The Mushroom Rites of Mexico
By R. Gordon Wasson

I DO NOT recall which of us, my wife or I, first dared to ‘put into’ words back in the Forties the surmise that our own remote ancestors, perhaps 4,000 years ago, worshipped a divine mushroom. Nor am I sure whether our conjecture was before or after we had learned of the role of Amanita muscaria in the religion of several remote tribes of Siberia. Our bold surmise seems less bold now than it did then.
I remember distinctly, however, how it came about that we embarked an our Middle American explorations. In the fall of 1952 we learned that the 16th century writers, describing the Indian cultures of Mexico, had recorded that certain mushrooms played a divinatory role in the religion of the natives. Simultaneously we learned that certain pre-Columbian stone artifacts resembling mushrooms, most of them roughly a foot high, had been turning up, usually in the highlands of Guatemala, in increasing numbers.

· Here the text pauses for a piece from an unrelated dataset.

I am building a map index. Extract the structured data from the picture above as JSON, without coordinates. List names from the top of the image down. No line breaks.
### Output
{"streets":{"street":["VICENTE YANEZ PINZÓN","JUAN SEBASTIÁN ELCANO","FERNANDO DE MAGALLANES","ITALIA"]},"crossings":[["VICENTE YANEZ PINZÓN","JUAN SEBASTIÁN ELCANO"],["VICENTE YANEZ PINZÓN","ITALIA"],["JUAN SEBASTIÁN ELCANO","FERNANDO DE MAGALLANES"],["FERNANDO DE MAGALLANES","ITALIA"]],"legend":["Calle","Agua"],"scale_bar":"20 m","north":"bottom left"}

For want of a better name, the archeologists called them "mushroom stones," but not one archeologist had linked them with mushrooms or with the rites described by the 16th century writers in neighboring Mexico. They were an enigma, and "mushroom stone" was merely a term of convenience. Some of these stone carvings carried an effigy on the stipe, either a human face or an animal, and all of them were very like mushrooms.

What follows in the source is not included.